Other things in the report as recommendations are education within trusts, which we have talked about a lot with other healthcare organisations, culture change and gathering data. It is about seeing that and boosting and supporting the response of NHS England and the NHS in the other countries to this. That needs support and to bring in what we have asked for, which is that data is collected and then brought to the CQC. I think that Government might have some power to influence that and ensure this subject and occurrences of it in healthcare organisations are taken seriously and considered part of how good those organisations are and where they need to improve.

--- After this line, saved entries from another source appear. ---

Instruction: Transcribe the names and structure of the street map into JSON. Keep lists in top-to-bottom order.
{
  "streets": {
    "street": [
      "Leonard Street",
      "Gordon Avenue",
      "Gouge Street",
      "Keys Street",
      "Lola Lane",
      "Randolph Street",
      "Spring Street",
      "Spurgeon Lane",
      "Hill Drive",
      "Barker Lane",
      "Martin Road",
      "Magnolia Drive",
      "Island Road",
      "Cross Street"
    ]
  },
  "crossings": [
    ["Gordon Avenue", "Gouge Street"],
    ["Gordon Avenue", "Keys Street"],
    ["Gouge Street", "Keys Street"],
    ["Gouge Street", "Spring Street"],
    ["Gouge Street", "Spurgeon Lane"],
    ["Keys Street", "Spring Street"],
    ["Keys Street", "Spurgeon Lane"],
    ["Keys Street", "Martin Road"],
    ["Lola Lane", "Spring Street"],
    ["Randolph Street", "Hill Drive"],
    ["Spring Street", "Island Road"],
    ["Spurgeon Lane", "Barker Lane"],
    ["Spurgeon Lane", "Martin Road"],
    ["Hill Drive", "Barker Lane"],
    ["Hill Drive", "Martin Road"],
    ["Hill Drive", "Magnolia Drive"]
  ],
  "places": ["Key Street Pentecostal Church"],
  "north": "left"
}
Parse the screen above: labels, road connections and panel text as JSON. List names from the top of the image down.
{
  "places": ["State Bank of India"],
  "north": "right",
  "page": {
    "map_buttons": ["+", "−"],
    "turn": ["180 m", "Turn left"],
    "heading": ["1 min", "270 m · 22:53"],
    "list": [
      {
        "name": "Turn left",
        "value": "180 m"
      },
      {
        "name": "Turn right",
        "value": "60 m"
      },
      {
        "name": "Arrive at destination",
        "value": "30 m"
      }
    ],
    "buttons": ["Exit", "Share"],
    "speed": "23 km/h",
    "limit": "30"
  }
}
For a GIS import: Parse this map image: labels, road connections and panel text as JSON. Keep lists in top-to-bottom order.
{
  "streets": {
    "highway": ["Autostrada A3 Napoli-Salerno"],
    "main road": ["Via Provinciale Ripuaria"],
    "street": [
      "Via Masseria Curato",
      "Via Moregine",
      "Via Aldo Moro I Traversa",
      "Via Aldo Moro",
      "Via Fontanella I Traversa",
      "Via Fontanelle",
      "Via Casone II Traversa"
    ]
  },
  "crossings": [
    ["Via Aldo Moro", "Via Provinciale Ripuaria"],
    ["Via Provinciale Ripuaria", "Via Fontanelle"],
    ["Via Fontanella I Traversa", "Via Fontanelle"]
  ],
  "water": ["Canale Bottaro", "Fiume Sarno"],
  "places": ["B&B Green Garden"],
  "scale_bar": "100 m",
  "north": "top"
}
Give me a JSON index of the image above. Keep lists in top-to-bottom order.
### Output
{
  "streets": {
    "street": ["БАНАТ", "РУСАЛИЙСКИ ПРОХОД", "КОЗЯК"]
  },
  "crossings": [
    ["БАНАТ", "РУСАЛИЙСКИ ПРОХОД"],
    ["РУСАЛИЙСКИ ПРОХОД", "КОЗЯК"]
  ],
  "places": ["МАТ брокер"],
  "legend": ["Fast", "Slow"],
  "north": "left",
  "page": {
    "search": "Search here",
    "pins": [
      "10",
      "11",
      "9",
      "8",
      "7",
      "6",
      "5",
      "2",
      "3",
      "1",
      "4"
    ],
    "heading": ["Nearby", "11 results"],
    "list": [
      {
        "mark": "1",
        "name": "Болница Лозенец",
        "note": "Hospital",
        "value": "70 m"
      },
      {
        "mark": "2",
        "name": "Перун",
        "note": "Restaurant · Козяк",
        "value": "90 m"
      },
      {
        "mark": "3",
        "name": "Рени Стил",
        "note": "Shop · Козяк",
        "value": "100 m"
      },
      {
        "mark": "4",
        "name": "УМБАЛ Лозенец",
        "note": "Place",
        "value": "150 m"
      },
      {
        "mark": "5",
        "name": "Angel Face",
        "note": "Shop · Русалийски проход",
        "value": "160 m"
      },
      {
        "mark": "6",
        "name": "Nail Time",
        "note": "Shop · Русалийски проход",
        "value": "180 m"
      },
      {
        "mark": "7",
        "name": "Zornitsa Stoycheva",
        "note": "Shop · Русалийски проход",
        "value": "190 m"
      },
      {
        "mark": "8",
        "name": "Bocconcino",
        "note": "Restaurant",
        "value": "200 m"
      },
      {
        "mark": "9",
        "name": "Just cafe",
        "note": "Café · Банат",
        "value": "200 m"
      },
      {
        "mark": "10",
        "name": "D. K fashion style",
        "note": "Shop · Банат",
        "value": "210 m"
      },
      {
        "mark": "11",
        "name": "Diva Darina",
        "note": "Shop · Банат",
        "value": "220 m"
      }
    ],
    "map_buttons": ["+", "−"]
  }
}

Taking that blue sky thinking view of this, it is about both having recourse to experts so that the reporting system can be sorted out and having access to data in an ongoing way.

Professor Ranger: I agree with what has been said. I think we need a strategy that really is strong around sexual violence and aggression in the workplace with regard to structures and reporting. We need to really recognise that organisations need to invest in this, because actually there is no NHS without its workforce—there just isn’t. At the moment, in so many ways we are just not seeing that full recognition, and women are a major part of that; they have to feel safe. The Government need to be strong with NHS England and every sector of healthcare in the UK to ensure that this is taken seriously and is not just another report. The real danger, sometimes, is that we get a report and then another one. You look back on some subjects and they have been reported on many times. This is highlighting that. As has been said, we want action that will make a difference so that we do not sit here, look back on this report and see that the same things are still happening.

Dr Jewitt: I would just repeat exactly what my colleagues here have said. I think the Government have the opportunity to have that real overview of what is going on—to have some form of independent piece of work to fully identify and define exactly what is going on, not just in surgery or nursing but in the whole of healthcare. We are doctors and nurses, but we have our other colleagues to think about as well—physios, occupational therapists etc. Such a huge number of people will be affected by this. Going back to what Tamzin said earlier, we can make a real dint in the misogynistic culture in the NHS. The NHS affects every single person in this country at one point or another in their life, whether it be on the day they are born, the day they die or somewhere in between, so there is a real possibility that we can make an impact on the whole of society. What is the phrase? “Shoot for the stars and you land on the moon”, or something along those lines.

Chair: Can I thank all the witnesses for the evidence they have given? Is there anything else you would like to say that you feel we have omitted or that you have not been asked about? You are not obliged to do so.

Professor Ranger: Just thank you for the opportunity.

Chair: Thank you. I appreciate that what you have shared yourselves and on behalf of many colleagues will have been very difficult for many of us to hear—it was very difficult for me to hear—so it is hugely appreciated.